EDCOUCH, Aug. 22 - Last Friday, I was asked by one of my fellow veterans if I told the media that we have not gotten a veterans hospital in the Rio Grande Valley because we are Mexicans.
Then, I came home and read the article in the Guardian about “anchor babies” and “terror babies” and it really bothered me. So, I felt I had to write this column.
The VA has expanded its clinics in the Valley and is in the process of creating a new regional authority based in Harlingen. However, the VA has steadfastly refused to build a veterans' hospital in the region. The VA has gone so far as to create a new district, titled the South Texas Valley Coastal Bend Health Care System.
All well and good but there are no plans for a veterans hospital in the future for this new district even though every VA district in the nation has a veterans hospital. There are 131 VA districts and 131 vet hospitals in the nation so what is so different about our district from all the other districts?
I want to thank state Rep. Veronica Gonzalez for having the cahones to say it loud and clear with out any regret whatsoever. She told the Guardian: “You never hear about Canadians coming here to have children, living in our country and overstaying their visa. It is always the Mexicans that are stopped and detained and questioned and required to show their birth certificate. And it is because they are brown.”
Rep. Gonzales is not the first to say it because Congressman Chet Edwards said it back in 2005 when he and Congressman Bob Filner came to the Valley to hear the outcry from Valley veterans. At the McAllen Chamber of Commerce he stated, "The reason that the Rio Grande Valley does not have a veterans' hospital is the same reason that Felix Longoria is buried in the Arlington national cemetery."
Edwards was right. The Anglos of Three Rivers refused to lay him in state at the local funeral home because the funeral home director at the time stated, “the whites would not like it.” That is when Dr. Hector P. Garcia, founder of the American GI Forum of the United States, was fighting for the Americans of Mexican descendent because they were being denied health care services by the Veterans Administration. Garcia stepped in and asked then U.S. Sen. Lyndon Baines Johnson to help with the situation.
In 2009, we, the Valley veterans, walked to San Antonio from Edinburg to again make the nation aware of the dire needs of the South Texas veterans population and in particular the need for a veterans hospital. We passed through Three Rivers and the city was refusing to name the U.S. Post Office after Felix Longoria. Still, the racist bigots refuse to honor an American hero because of his skin color. He was good enough to die for our nation when he was called to give up his life for all the people of Three Rivers, be they white, black or brown!
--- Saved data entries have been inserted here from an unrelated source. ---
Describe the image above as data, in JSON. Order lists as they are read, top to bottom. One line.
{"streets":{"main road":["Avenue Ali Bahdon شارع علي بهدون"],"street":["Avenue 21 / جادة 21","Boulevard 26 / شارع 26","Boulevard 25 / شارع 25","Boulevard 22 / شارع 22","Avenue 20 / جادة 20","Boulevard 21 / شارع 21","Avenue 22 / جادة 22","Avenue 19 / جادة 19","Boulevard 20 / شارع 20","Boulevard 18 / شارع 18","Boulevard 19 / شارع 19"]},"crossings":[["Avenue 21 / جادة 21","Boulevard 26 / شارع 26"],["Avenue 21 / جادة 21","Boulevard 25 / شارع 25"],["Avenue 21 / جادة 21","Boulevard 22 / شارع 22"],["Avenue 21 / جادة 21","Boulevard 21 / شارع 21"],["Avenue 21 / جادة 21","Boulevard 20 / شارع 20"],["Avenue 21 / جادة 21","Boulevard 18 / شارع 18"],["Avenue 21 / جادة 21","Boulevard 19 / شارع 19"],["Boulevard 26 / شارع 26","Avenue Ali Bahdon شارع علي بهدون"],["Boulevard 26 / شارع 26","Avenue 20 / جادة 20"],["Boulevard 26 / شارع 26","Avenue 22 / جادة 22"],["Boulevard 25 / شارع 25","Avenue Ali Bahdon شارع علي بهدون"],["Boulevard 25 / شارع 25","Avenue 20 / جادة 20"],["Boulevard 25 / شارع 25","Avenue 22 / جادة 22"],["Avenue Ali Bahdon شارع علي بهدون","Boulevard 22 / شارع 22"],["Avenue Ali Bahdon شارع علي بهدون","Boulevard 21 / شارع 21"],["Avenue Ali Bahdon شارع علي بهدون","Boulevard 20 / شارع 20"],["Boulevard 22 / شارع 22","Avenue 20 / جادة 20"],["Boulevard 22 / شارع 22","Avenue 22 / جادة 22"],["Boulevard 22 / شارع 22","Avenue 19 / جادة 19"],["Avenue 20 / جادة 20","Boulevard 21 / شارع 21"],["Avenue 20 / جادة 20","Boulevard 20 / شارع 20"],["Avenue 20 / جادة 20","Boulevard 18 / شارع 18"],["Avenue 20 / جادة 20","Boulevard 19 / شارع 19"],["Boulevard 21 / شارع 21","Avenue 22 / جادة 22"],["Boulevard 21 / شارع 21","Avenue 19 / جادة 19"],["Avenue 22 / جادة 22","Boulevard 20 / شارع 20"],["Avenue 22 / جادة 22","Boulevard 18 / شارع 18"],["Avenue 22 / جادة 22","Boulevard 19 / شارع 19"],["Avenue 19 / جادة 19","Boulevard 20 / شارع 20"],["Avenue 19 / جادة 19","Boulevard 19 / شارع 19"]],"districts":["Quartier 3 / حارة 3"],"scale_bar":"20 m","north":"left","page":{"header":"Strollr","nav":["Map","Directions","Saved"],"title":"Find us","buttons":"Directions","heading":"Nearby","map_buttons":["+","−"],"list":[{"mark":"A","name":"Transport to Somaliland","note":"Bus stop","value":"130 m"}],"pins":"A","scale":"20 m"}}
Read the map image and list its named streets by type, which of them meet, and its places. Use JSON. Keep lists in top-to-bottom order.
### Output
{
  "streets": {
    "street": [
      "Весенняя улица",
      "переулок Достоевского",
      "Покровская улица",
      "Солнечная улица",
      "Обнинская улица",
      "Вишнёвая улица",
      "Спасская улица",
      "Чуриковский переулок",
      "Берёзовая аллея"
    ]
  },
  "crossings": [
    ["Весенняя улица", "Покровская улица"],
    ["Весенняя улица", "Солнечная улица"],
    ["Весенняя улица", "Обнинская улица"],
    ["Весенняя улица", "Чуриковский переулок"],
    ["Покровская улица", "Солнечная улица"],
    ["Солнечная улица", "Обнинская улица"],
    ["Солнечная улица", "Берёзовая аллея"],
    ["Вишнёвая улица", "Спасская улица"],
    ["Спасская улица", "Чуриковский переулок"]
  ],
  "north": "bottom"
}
On Friday, as I mentioned, I was asked if I had said that the only reason that our government refuses to construct a veterans’ hospital in the Rio Grande Valley is because we are Mexicans. To which I responded, no sir, I never said that. Let me clarify. I said that I believe that the reason that the Rio Grande Valley has not gotten a veterans hospital is because of our skin color, brown. I pride myself of being an American by birth and a veteran by choice. That means I was born here in this our United States of America. Thus, I am an American to the hilt and damn proud of my Mexican roots as anyone that knows me will tell you.
Per capita, we of the Rio Grande Valley have contributed more to the defense of our nation than any other part of the United States. At one point when these recent wars were going on we had one percent of our nation’s casualties. The nation had 1,600 KIAs and the Valley had 16 KIAs. For those that do not know what a KIA means, it is our comrades killed in action. In other words, a soldier who was killed in combat so that you and I can continue to live the American way of life.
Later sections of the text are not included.